When I fell a couple winters ago and broke some fingers in my left hand, I started
toying around with a dictation feature on the iPhone. The microphone next to the space bar on the keyboard is far more accurate than Siri, and last
month I showed an 80-year-old writer in one of the memoir-writing classes I lead how to use it:
- Go to Settings.
- Swipe until you get to “General.”
- Swipe to Siri, and then turn Siri on. (Even if you don’t want to use Siri at all, you need to turn it on for any speech recognition to work.)
- Tap on the spot of the screen where you usually type.
- When the qwerty keyboard appears, look for the microphone icon by the space bar on your keyboard and tap it. When you’re done, tap the screen twice to end dictation.
I explained that she could include punctuation by just saying “exclamation mark” or “period” or “comma” and so on. She mastered it so quickly that she’s already using the microphone dictation method to write her essays.
One thing I still need to tell my octogenarian writer (and remind myself) is how easy it is to go back to the QWERTY keyboard to fix typos or edit a message before sending it. I texted more than usual during the World Series this past week and was so excited by all the action on the field that I didn’t use the qwerty fix-it method as much as I should have. Some examples:
- Friends texted to let me know South Loop Club had the music down, the TV broadcast sound was on, did I want to meet there for a beer and be able to hear the game? I dictated a text that said, well, “I am feeling thirsty.” The message they got said I was feeling 30.

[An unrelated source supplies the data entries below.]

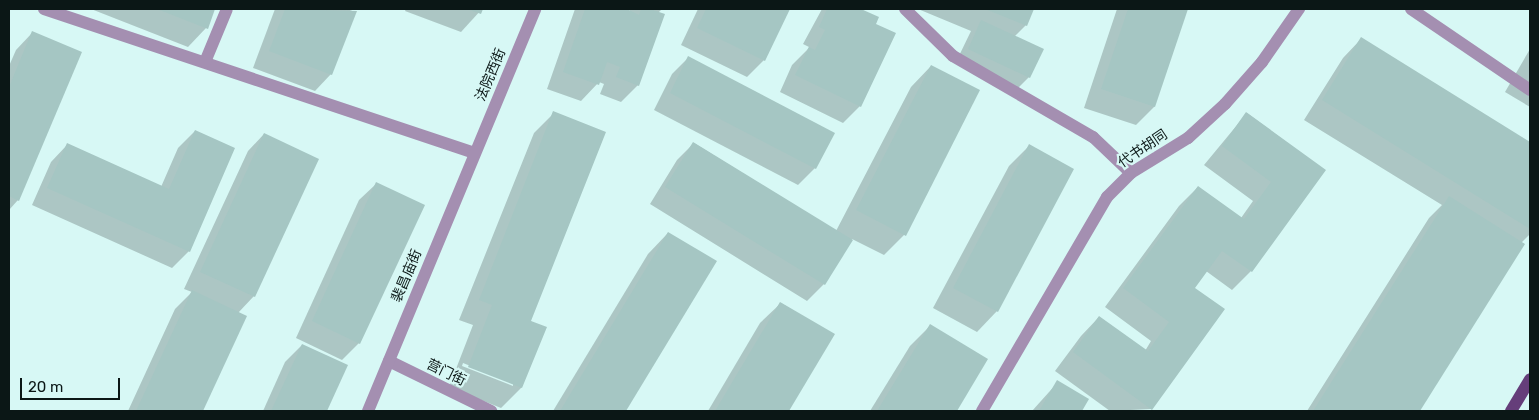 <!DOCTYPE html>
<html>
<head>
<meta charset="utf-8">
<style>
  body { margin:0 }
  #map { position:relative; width:1539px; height:420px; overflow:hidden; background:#d7f8f5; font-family:Rubik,"Noto Sans SC",sans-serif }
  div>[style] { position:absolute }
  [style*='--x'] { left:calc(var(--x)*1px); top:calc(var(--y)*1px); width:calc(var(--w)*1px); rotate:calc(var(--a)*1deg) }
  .shadow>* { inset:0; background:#0003 }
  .building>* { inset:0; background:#a5c6c3 }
  .lane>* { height:12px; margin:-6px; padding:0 6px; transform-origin:6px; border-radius:6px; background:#a48fb1 }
  .street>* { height:12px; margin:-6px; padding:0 6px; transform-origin:6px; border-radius:6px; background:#a48fb1 }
  .primary>* { height:12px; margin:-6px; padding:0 6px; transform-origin:6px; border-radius:6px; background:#653e7a }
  span { translate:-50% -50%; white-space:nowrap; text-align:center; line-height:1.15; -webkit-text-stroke:4.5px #d7f8f5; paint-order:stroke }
  .street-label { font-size:14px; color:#0b1716 }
  .frame { position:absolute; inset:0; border:10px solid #0b1716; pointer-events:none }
  .scale { position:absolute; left:20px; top:378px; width:100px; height:22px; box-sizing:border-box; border:2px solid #0b1716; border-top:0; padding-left:6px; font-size:15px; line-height:18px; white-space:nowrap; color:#0b1716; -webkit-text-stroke:4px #d7f8f5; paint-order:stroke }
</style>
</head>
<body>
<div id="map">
  <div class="shadow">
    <i style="clip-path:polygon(91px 9px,214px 9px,206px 28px,188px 47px)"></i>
    <i style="clip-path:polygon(275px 9px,347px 9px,355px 12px,331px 74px,315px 91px,253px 68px)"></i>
    <i style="clip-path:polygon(406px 9px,482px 9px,461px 32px,405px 11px)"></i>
    <i style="clip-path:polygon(575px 9px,625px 9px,629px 13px,630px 9px,662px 9px,658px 13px,638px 85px,621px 102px,600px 94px,604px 84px,599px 82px,581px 101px,547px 89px)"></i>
    <i style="clip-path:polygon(698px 9px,788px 9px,764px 60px,747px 77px,681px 45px)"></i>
    <i style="clip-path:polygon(822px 9px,858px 9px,877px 18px,860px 106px,843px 123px,780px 92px,792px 65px,807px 50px,809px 47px,803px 44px)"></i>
    <i style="clip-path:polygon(918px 9px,1033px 9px,1026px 25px,1014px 37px,1029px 77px,1016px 90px,956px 62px,971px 31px)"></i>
    <i style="clip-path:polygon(1117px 9px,1187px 9px,1154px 107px,1136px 125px,1084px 108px)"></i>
    <i style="clip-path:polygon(32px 33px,18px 200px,9px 210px,9px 66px,16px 50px)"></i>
    <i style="clip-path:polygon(1361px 39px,1530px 143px,1530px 234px,1521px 243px,1523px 244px,1418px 411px,1307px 411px,1429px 218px,1442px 205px,1304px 120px,1343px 58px)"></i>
    <i style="clip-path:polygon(1530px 49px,1530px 107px,1505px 92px)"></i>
    <i style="clip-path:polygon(689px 57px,815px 168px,798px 185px,654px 110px,672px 74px)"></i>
    <i style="clip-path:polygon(931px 66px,904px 235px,884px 255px,852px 239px,824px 284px,807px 301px,650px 204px,677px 160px,694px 143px,836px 231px,911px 87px)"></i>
    <i style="clip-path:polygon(evenodd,554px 113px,530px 321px,545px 328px,521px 388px,501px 408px,449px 387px,473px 325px,459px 320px,534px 133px,554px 113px,463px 363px,513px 383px,513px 386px,462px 366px,463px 363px)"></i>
    <i style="clip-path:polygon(1247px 113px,1324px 170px,1251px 271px,1232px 290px,1206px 271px,1194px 288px,1151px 409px,1110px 411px,1055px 371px,1081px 336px,1099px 317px,1145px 351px,1151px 341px,1105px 307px,1179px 206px,1198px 187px,1241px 218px,1253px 201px,1204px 165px)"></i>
    <i style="clip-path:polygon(195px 131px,189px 251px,172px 268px,32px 205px,51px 162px,67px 145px,161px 187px,178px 148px)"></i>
    <i style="clip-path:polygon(264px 134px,254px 296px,238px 313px,245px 316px,201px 411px,128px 411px,175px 309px,192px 292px,184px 289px,248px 151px)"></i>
    <i style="clip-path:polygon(1029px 146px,997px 311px,977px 332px,933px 308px,1009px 166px)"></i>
    <i style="clip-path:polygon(376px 184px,359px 343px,342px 360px,296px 338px,359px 200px)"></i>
    <i style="clip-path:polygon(668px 233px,715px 262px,624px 411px,553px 411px,648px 254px)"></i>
    <i style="clip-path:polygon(781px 303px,833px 335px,787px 411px,708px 411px,760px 323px)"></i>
    <i style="clip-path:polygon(930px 326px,986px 360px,955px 411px,870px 411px,910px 346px)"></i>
    <i style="clip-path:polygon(302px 345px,346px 366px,325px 411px,263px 411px,285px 362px)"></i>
    <i style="clip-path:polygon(1058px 382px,1087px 400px,1080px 411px,1032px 411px)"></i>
  </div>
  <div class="building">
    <i style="clip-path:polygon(157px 9px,215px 9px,208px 29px)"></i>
    <i style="clip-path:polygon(285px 9px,357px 11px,332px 75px,269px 51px)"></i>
    <i style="clip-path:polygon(467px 9px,483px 9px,481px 14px)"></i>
    <i style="clip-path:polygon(585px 9px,627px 9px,639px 15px,641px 9px,650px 9px,665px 14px,639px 86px,616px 77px,620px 67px,607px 62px,599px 85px,563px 72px)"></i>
    <i style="clip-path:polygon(706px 9px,790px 9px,765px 61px,697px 28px)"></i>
    <i style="clip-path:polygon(827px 9px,861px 9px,879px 17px,876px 24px,896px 33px,861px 107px,795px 75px,809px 47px,815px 50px,825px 30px,819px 27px)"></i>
    <i style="clip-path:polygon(985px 9px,1034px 9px,1027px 26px)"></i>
    <i style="clip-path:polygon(1128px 9px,1188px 9px,1155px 107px,1101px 89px)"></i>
    <i style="clip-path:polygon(981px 20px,1044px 49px,1030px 78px,968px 49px)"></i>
    <i style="clip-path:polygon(32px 31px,82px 52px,19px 201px,9px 196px,9px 87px)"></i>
    <i style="clip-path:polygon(1361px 37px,1530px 142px,1530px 229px,1322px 100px)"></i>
    <i style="clip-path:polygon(688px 56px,835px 133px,816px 169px,670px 93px)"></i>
    <i style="clip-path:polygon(931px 65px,980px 90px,906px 236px,856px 210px)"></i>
    <i style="clip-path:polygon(553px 111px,606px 132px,531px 321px,547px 327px,522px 388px,468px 367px,492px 305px,479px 300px)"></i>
    <i style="clip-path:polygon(1246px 112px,1326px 170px,1252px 272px,1222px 251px,1195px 288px,1225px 309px,1152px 410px,1073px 352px,1099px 316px,1148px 351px,1169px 322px,1123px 288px,1198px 186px,1244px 219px,1271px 182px,1222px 146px)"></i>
    <i style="clip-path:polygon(195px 130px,235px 148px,190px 252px,47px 188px,67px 143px,169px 189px)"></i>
    <i style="clip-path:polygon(264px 133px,319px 159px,255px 297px,200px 272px)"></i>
    <i style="clip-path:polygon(693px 142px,853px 240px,825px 285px,665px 187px)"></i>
    <i style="clip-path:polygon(1029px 144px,1074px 169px,998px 312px,953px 288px)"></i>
    <i style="clip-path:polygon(376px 182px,425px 205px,360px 344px,312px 321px)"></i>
    <i style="clip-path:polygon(1449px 196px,1525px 244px,1420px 411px,1313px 411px)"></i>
    <i style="clip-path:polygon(668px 232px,717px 261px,626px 411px,560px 411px)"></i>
    <i style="clip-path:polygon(192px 290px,247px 316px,203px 411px,136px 411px)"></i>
    <i style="clip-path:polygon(780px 302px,835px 334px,789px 411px,715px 411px)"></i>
    <i style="clip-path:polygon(930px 324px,988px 359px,957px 411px,877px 411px)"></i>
    <i style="clip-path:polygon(302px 344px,348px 365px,327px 411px,271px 411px)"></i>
    <i style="clip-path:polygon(1057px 380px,1089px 399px,1082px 411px,1039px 411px)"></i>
  </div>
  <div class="lane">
    <i style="--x:44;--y:9;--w:454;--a:18.5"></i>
    <i style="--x:905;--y:9;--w:67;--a:44.4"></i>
    <i style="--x:953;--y:56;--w:162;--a:30.1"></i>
    <i style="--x:1093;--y:137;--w:52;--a:43.5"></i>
    <i style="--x:1411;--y:9;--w:144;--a:34.2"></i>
    <i style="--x:205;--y:62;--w:57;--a:-67.5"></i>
    <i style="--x:982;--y:411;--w:248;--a:-59.7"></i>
    <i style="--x:1107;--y:197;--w:34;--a:-45"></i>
    <i style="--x:1131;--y:173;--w:67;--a:-31.6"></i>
    <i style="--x:1188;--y:138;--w:50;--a:-42.6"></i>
    <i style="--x:1225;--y:104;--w:56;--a:-48.6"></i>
    <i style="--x:1262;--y:62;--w:65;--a:-55.1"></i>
  </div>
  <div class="street">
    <i style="--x:389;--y:361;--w:114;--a:26.1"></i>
    <i style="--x:368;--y:411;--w:435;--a:-67.4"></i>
  </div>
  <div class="primary">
    <i style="--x:1511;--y:411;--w:37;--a:-59"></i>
  </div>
  <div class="street-label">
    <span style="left:491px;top:75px;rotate:-67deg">法院西街</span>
    <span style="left:1143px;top:149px;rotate:-34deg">代书胡同</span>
    <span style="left:407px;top:276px;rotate:-67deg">裴昌庙街</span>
    <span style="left:446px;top:373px;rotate:26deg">营门街</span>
  </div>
  <div class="frame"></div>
  <div class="scale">20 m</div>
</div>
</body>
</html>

- In the game where the Astros fell behind by four in the early innings, I dictated a text encouraging a fellow Astros fan to stay positive. “Eyebrows up!” I said. The message he received read, I grows up!
- When back-and-forth extra-inning games left me drinking later than usual, I dictated a text to a friend and said I needed to practice “moderation.” The message my friend received said I needed to practice mortification.
- After the Astros won Game Five, I dictated a note to a friend that if the Astros clinched the next night, I’d be free on Wednesday to go with her to a poetry slam. The message she got said I’d go with her to a piety slam.
- I stayed home for Game Seven to listen to it on the radio, but Mike headed to Kasey’s Tavern across the street. Somewhere in the second or third inning I texted him by dictating, “I love these Astros!” the text he received said I love these assholes!
So take a lesson from me. Let’s be careful out there, fellow dictators.